> [WHAT YOU ARE ASKED TO DO]: Filter the entries that follow, copying every line in which the word "setLineDash" appears.

> [RECORD EXCERPTS]:

------------

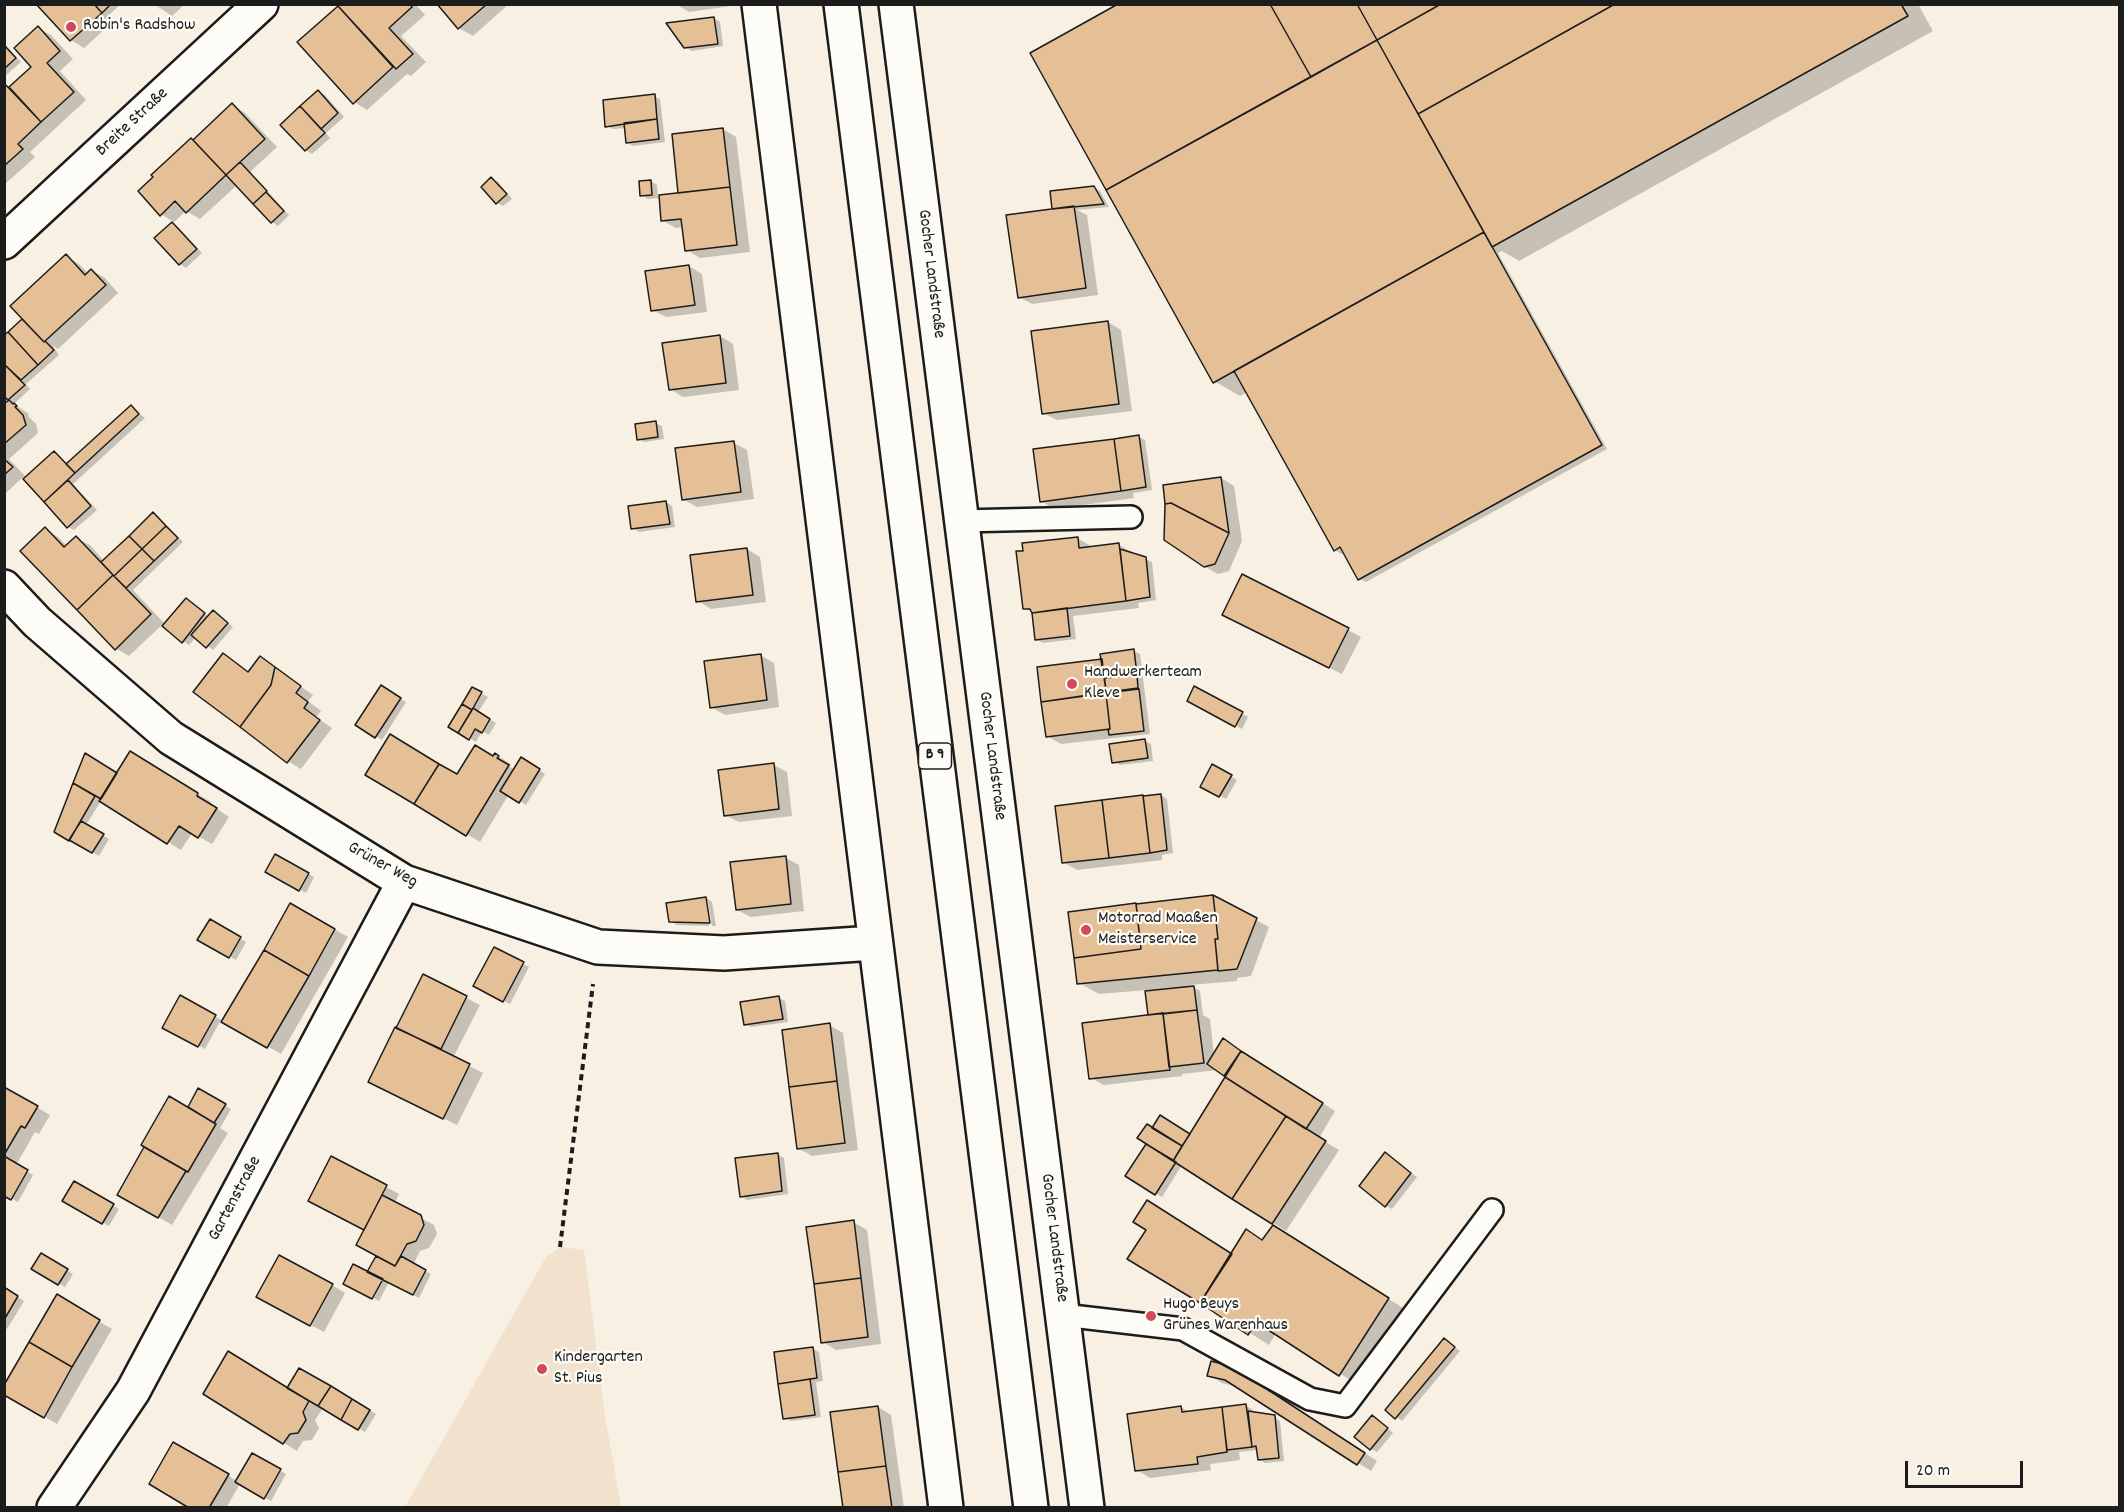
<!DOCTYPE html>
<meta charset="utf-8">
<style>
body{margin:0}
#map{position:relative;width:2124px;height:1512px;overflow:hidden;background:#f8f0e3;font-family:Dekko,sans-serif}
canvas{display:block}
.frame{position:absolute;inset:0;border:6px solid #1c1c1c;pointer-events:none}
.scale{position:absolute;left:1905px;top:1461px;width:118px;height:27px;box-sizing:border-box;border:3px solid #1c1c1c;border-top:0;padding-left:8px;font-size:18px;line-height:21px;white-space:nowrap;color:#1c1c1c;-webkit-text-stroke:4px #fdfcf7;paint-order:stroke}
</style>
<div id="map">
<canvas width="2124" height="1512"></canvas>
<div class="frame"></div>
<div class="scale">20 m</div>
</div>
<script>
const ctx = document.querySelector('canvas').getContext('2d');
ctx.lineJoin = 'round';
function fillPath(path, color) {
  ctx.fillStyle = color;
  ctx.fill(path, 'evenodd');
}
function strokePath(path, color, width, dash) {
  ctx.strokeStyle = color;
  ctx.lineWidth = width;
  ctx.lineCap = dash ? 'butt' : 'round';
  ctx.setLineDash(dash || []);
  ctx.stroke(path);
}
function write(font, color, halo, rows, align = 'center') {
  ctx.font = font + ' Dekko,sans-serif';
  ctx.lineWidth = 4.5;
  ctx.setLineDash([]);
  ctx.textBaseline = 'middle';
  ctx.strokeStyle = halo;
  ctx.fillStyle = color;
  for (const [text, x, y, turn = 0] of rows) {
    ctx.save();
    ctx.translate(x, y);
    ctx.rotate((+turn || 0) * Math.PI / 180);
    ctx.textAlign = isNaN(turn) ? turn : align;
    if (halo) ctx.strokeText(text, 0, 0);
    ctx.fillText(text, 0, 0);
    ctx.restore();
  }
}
fillPath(new Path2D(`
 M560 1247 584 1250 605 1416 621 1507H405L546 1257Z`), '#f2e1cc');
fillPath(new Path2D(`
 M38 4H121L109 15 114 21 84 48 71 40Z
 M154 4H185L172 16Z
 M341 4H415L425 15 401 36 426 62 411 76 407 74 367 110 354 102 300 43Z
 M439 4H509L473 36 459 28Z
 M676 4H731V6L689 12Z
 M1121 4H1918L1933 31 1519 261 1502 251 1498 253 1607 449 1366 582 1359 579 1344 552 1341 554 1335 550 1247 392 1240 396 1214 381Z
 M714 18 720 22 723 46 692 51 685 47Z
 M38 28 51 35 73 59 60 71 86 100 30 152 35 157 4 185V85L10 88 33 67Z
 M4 43 21 62 4 77Z
 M318 92 325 95 344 117 326 133 330 138 312 154 306 150 282 125Z
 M654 96 660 99 665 142 633 146 627 142 625 128 613 129 607 126Z
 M232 105 245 113 277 147 250 172 289 215 278 226 272 222 237 185 200 219 186 211 172 224 178 227 202 253 186 268 180 264 157 238 174 222 161 214 153 175Z
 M723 129 736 137 750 252 700 258 687 250 684 227 676 228 663 221 660 198 648 199 642 195 651 181 657 185 658 197 680 194Z
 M492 179 498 182 512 199 503 206 497 203Z
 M1094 187 1100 191 1109 207 1077 210 1087 215 1098 295 1032 304 1019 297 1056 210Z
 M66 256 79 264 88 273 91 270 105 278 118 293 58 349 52 345 59 355 26 384 30 389 14 404 29 414 28 416 36 424 38 433 9 459 27 478 54 453 68 464 131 407 145 418 73 484 97 510 74 530 68 527 23 477 4 495V406L6 404 4 402V336L23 321 29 324Z
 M689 266 702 274 707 312 666 317 652 310Z
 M1108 322 1121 330 1132 411 1057 420 1043 413Z
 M720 336 733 344 739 390 683 397 670 389Z
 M655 423 662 426 664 439 644 442 638 439Z
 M1139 437 1145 440 1152 490 1133 493 1134 498 1054 509 1041 501Z
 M734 443 747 450 754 499 697 507 684 500Z
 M1221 478 1234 486 1242 541 1229 571 1218 574 1204 566Z
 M666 502 672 506 675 527 639 532 633 528Z
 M153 514 159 517 183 542 133 590 164 623 129 656 115 648 45 529 58 537 67 546 76 538 90 545 104 561Z
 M1077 538 1091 546V548L1119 545 1132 552 1133 554 1152 562 1156 600 1138 603 1139 608 1073 616 1076 639 1043 643 1036 639 1033 613 1025 608Z
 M747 549 760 557 766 602 711 609 698 601Z
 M187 600 209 617 219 615 233 627 213 650 196 637 189 645 183 641Z
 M1237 622 1348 630 1361 637 1342 674Z
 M1134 651 1140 654 1150 734 1061 744 1047 736 1039 668 1102 661Z
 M223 655 249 673 260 658 313 695 308 701 321 711 316 717 332 728 301 769 288 761 195 692Z
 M760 655 774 663 779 707 725 715 711 707Z
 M381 687 406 702 382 740 357 724Z
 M1195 688 1248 717 1242 729 1189 700Z
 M473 689 488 697 478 712 496 723 489 735 482 731 476 742 450 726Z
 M1145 741 1151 744 1153 761 1120 765 1113 762Z
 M86 755 117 775 144 761 211 802 210 804 229 817 212 844 192 833 181 850 101 801 86 825 109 839 99 856 56 832Z
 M496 755 511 764 510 767 515 770 521 759 545 774 526 805 509 794 480 842 367 774 457 776Z
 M774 765 787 772 792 816 739 822 725 815Z
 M1213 766 1237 780 1226 799 1202 786Z
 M1161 795 1167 799 1173 853 1162 855V860L1077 870 1063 862Z
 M276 856 314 877 306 893 267 871Z
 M786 858 799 865 804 911 751 917 737 910Z
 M706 898 712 902 716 926H712L708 901H705L709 926 677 925 670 921Z
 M291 905 348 937 281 1054 221 1020 205 1049 164 1027 181 997 223 1021Z
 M1256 920 1269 927 1251 976 1237 978V981L1190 985 1200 991 1203 1015 1210 1019 1214 1055 1230 1044 1335 1111 1319 1138 1339 1150 1286 1231 1182 1165 1162 1197 1127 1175 1148 1143 1153 1129 1190 1136 1227 1075 1218 1070 1182 1074V1076L1104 1085 1091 1078 1153 1016 1149 1014 1147 990 1099 994 1079 983Z
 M210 921 246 942 236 960 199 940Z
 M495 949 529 967 510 1004 475 986Z
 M424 976 480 1005 453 1058 483 1073 457 1125 383 1089Z
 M779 998 785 1001 788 1022 751 1027 745 1024Z
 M829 1025 843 1033 858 1150 812 1156 798 1148Z
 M4 1088 50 1115 39 1134 35 1132 16 1165 33 1175 18 1202 4 1194Z
 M199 1090 231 1109 220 1128 228 1133 172 1225 119 1194 146 1147 188 1109Z
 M777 1154 784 1158 788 1194 747 1200 741 1196Z
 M1391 1158 1417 1177 1392 1209 1386 1206Z
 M75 1183 119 1209 109 1226 65 1200Z
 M386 1187 399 1194 394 1204 434 1225 437 1234 429 1248 420 1251 413 1265 431 1274 419 1298 389 1282 379 1301 345 1283 368 1274 378 1256 366 1230 323 1208Z
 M853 1222 867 1230 881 1344 836 1350 823 1342Z
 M1148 1229 1231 1254 1263 1241 1293 1239 1408 1311 1360 1386 1276 1333 1269 1345 1201 1302Z
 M42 1256 73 1274 65 1287 33 1269Z
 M332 1285 345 1293 324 1332 271 1304Z
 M4 1289 24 1301 7 1329 4 1327Z
 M57 1297 112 1329 57 1424 4 1393Z
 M1444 1339 1460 1351 1402 1421 1387 1410Z
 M812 1348 819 1352 823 1381 816 1382 821 1417 791 1421 785 1418Z
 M300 1370 376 1414 365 1432 323 1408 315 1420 319 1428 312 1440 303 1441 297 1451 205 1394 290 1389Z
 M1209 1375 1247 1376 1377 1461 1371 1471 1238 1387 1222 1383Z
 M1246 1406 1252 1409 1253 1413 1274 1417 1280 1421 1284 1461 1265 1463 1259 1459 1258 1450 1239 1452 1240 1460 1210 1464 1211 1470 1150 1478 1137 1470 1181 1407 1190 1413Z
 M878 1407 891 1415 904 1508H844Z
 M1378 1420 1393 1433 1377 1452 1371 1449Z
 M174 1444 237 1481 253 1455 286 1474 271 1501 240 1484 226 1508H192Z`), '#0003');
const building = new Path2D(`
 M36 4H94L102 13 70 41Z
 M94 4H111L102 13Z
 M339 4H410L412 7 389 28 413 54 396 69 338 6Z
 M437 4H487L458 29Z
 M1118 4H1270L1311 77 1106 190 1030 53Z
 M1270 4H1357L1377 40 1311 77Z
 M1357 4H1441L1377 40Z
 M1441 4H1615L1418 114 1377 40Z
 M1615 4H1901L1908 16 1492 247 1418 114Z
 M338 6 393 67 353 104 297 42Z
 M714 17 718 44 684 48 666 23Z
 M38 26 60 51 47 63 74 92 41 122 9 87 31 67 14 48Z
 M1377 40 1484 232 1213 383 1106 190Z
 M4 45 16 58 4 69Z
 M4 83 41 122 18 144 23 149 4 166Z
 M318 90 338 113 321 129 300 106Z
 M655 94 657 119 605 127 603 100Z
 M232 103 265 139 226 175 193 140Z
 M300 106 325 133 305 151 280 125Z
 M657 119 659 139 626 143 624 123Z
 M723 128 730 187 678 193 672 134Z
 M191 138 226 175 186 213 175 201 160 216 138 191 153 177 151 175Z
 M240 162 267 191 253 204 226 175Z
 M491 177 507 194 496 204 481 187Z
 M651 180 652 195 640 196 639 181Z
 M1094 186 1104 204 1052 209 1050 191Z
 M730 187 737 245 685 251 681 219 661 221 659 195Z
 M266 192 284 211 271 223 253 204Z
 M1074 206 1086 288 1018 298 1006 215Z
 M172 222 197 249 179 265 154 238Z
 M1484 232 1602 445 1358 580 1340 547 1334 551 1234 371Z
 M66 254 85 275 91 269 106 285 44 342 10 306Z
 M689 265 695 305 651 311 645 271Z
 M22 319 44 342 45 341 54 350 38 365 8 332Z
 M1108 321 1119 404 1042 414 1031 331Z
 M8 332 38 365 21 380 4 364V335Z
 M720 335 726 383 669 390 662 343Z
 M4 364 25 385 8 400 4 396Z
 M9 400 13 404 14 403 17 406 15 407 23 415 26 425 4 444V404Z
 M131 405 139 414 75 473 66 464Z
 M656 421 658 437 637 440 635 424Z
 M1139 435 1146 487 1121 491 1114 439Z
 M1114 439 1121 491 1040 502 1033 449Z
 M734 441 741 492 682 500 675 448Z
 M54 451 75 473 44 502 23 479Z
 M4 459 13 467 4 475Z
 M1221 477 1229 533 1171 503 1165 504 1163 485Z
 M68 480 91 506 67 528 44 502Z
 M666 501 670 524 631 529 628 506Z
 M1171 503 1229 533 1215 564 1204 567 1164 540 1165 504Z
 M153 512 166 526 142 549 129 536Z
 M166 526 178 538 154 561 142 549Z
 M45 527 64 547 76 536 113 575 77 610 20 551Z
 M129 536 142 549 114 576 101 562Z
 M1078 537 1079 548 1119 543 1126 601 1032 613 1030 609H1023L1016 551H1023L1022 543Z
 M747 548 753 595 696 602 690 555Z
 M142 549 154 561 126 588 114 576Z
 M1120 549 1146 557 1150 597 1126 601Z
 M1242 574 1349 628 1329 668 1222 615Z
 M113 575 151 614 115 650 77 610Z
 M186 598 205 613 182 643 162 626Z
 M1067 608 1070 636 1035 640 1032 613Z
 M213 610 228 623 206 648 191 635Z
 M1134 649 1137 675 1104 678 1100 654Z
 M223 653 248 672 260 656 275 667 271 685 240 727 193 692Z
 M761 654 767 700 710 708 704 661Z
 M1102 659 1106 690H1108L1109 692 1041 702 1037 667Z
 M275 667 301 686 296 693 308 702 304 708 320 720 287 763 240 727 271 685Z
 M1137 675 1138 688 1109 692 1108 690H1106L1104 678Z
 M381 685 401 698 375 738 355 725Z
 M1194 686 1243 712 1235 727 1187 701Z
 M472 687 482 692 472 710 462 704Z
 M1139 689 1144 731 1109 735 1108 729H1110L1106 693Z
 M1106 693 1110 729 1046 737 1041 702Z
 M462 704 472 710 458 733 448 727Z
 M473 708 490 719 482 733 475 729 469 740 458 733Z
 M390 734 439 764 414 804 365 775Z
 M1145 739 1148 758 1112 763 1109 744Z
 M475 745 493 756 495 753 499 756 497 758 509 765 466 836 414 804 439 764 457 774Z
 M130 751 198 793 197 796 217 808 198 838 179 826 167 844 99 801Z
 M85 753 117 773 101 799 73 783Z
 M521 757 540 769 519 803 500 791Z
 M774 763 779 809 724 816 718 770Z
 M1212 764 1232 775 1219 797 1200 787Z
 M73 783 95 796 69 841 54 832Z
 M1161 794 1167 850 1150 853 1143 796Z
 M1143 795 1150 853 1109 858 1102 800Z
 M1102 800 1109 858 1062 863 1055 806Z
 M81 821 104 834 92 853 69 840Z
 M275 854 309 873 299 891 265 872Z
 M786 856 791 904 736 910 730 862Z
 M1213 895 1257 918 1237 969 1218 971 1215 939H1218Z
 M1213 895 1218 939H1215L1218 970 1077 984 1074 958 1141 949 1136 904Z
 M706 897 710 923 669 922 666 903Z
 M290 903 335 929 309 976 264 950Z
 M1136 903 1141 949 1074 958 1068 912Z
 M210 919 241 937 229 958 197 940Z
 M494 947 524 962 503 1002 473 986Z
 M264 950 309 976 267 1048 221 1022Z
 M423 974 467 996 441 1049 396 1028Z
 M1194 986 1197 1010 1148 1015 1145 991Z
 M180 995 216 1015 198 1047 162 1028Z
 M779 996 783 1019 744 1025 740 1002Z
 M1197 1010 1204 1063 1169 1067 1163 1014Z
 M1163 1013 1170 1070 1089 1079 1082 1023Z
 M830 1023 837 1081 789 1087 782 1030Z
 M395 1027 470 1064 443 1119 368 1082Z
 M1223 1038 1241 1051 1224 1076 1207 1064Z
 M1241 1051 1323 1103 1306 1129 1225 1077Z
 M1225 1077 1286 1116 1232 1199 1173 1161Z
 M837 1081 845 1143 797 1149 789 1087Z
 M4 1087 38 1106 25 1128 21 1126 4 1155Z
 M198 1088 226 1104 214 1123 188 1107Z
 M169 1096 216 1124 188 1172 141 1145Z
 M1160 1115 1190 1134 1182 1146 1152 1128Z
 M1286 1116 1326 1141 1272 1224 1232 1199Z
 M1147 1124 1182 1146 1173 1161 1137 1138Z
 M1146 1144 1176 1162 1155 1195 1125 1176Z
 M144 1147 186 1171 158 1218 117 1195Z
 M1385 1152 1411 1173 1385 1207 1359 1186Z
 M778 1153 782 1191 740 1197 735 1158Z
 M4 1156 28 1170 11 1200 4 1196Z
 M331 1156 387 1185 364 1230 308 1201Z
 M74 1181 114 1204 102 1224 62 1201Z
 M382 1195 421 1215 424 1225 416 1241 407 1244 395 1266 356 1245Z
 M1147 1200 1232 1254 1200 1303 1127 1259 1146 1230 1133 1222Z
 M854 1220 861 1278 814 1284 806 1227Z
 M1273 1225 1389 1298 1339 1376 1256 1322 1248 1335 1200 1303 1246 1229 1262 1240Z
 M41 1253 68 1269 58 1285 31 1269Z
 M279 1255 333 1284 310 1326 256 1297Z
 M376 1256 395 1266 401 1256 426 1270 413 1295 367 1272Z
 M353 1264 383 1279 372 1299 343 1284Z
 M861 1278 868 1337 821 1343 814 1284Z
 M4 1287 18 1296 4 1320Z
 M57 1294 100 1320 72 1367 29 1342Z
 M1444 1338 1455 1347 1395 1419 1385 1410Z
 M29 1342 72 1367 44 1418 4 1395V1385Z
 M813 1347 817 1378 778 1384 774 1352Z
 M228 1351 309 1401 303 1412 306 1420 298 1433 290 1434 283 1444 203 1394Z
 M1211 1361 1233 1367 1365 1453 1357 1465 1225 1380 1207 1376Z
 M299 1368 331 1386 318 1406 287 1388Z
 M810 1379 815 1415 783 1419 778 1384Z
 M331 1386 352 1399 341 1420 318 1406Z
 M352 1399 370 1410 358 1430 341 1420Z
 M1246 1404 1252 1447 1227 1450 1222 1407Z
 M878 1406 886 1466 838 1472 830 1412Z
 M1181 1406 1182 1412 1222 1407 1227 1452 1197 1457 1198 1464 1135 1471 1127 1414Z
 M1248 1411 1275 1415 1279 1458 1258 1460 1256 1446 1252 1447Z
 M1372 1415 1388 1428 1370 1450 1354 1437Z
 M173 1442 229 1474 209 1508H189L149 1484Z
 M252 1453 281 1469 264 1499 235 1482Z
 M886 1466 892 1508H843L838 1472Z`);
fillPath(building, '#e5bf95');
strokePath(building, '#1c1c1c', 1.5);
const service = new Path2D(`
 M961 521 1131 517
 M1063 1315 1183 1329 1310 1399 1345 1406 1492 1210`);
const minor = new Path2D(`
 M759 4 946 1508
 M896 4 1087 1508
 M4 242 261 4
 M4 587 37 622 171 738 404 882 598 947 724 953 874 943
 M54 1508 133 1391 404 882`);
const primary = new Path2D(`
 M841 4 1031 1508`);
strokePath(service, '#1c1c1c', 26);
strokePath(minor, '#1c1c1c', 38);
strokePath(primary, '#1c1c1c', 38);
strokePath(new Path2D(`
 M560 1247 593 984`), '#1c1c1c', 4, [6, 4.5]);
strokePath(service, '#fdfcf7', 21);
strokePath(minor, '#fdfcf7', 33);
strokePath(primary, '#fdfcf7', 33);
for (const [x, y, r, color] of [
 [71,27,6,"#d1495b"],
 [1072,684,6,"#d1495b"],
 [1086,930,6,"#d1495b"],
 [1151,1316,6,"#d1495b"],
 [542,1369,6,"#d1495b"]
]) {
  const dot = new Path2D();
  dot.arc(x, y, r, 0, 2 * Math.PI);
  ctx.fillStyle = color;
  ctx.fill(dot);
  strokePath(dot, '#fdfcf7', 2);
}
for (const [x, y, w] of [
 [935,756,33]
]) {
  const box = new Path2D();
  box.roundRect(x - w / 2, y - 13, w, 26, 4.5);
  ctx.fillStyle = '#fdfcf7';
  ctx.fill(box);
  strokePath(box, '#1c1c1c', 1.5);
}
write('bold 16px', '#1c1c1c', null, [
 ["B 9",935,756]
]);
write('18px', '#1c1c1c', '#fdfcf7', [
 ["Robin's Radshow",83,27],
 ["Handwerkerteam",1084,674],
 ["Kleve",1084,695],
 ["Motorrad Maaßen",1098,920],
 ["Meisterservice",1098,941],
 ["Hugo Beuys",1163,1306],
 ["Grünes Warenhaus",1163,1327],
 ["Kindergarten",554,1359],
 ["St. Pius",554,1380]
], 'left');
write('18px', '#1c1c1c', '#fdfcf7', [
 ["Breite Straße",133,123,-43],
 ["Gocher Landstraße",930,274,83],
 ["Gocher Landstraße",991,756,83],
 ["Grüner Weg",382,866,29],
 ["Gartenstraße",236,1199,-62],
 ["Gocher Landstraße",1053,1238,83]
]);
</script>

------------

> [WRITTEN ANSWER]:
  ctx.setLineDash(dash || []);
  ctx.setLineDash([]);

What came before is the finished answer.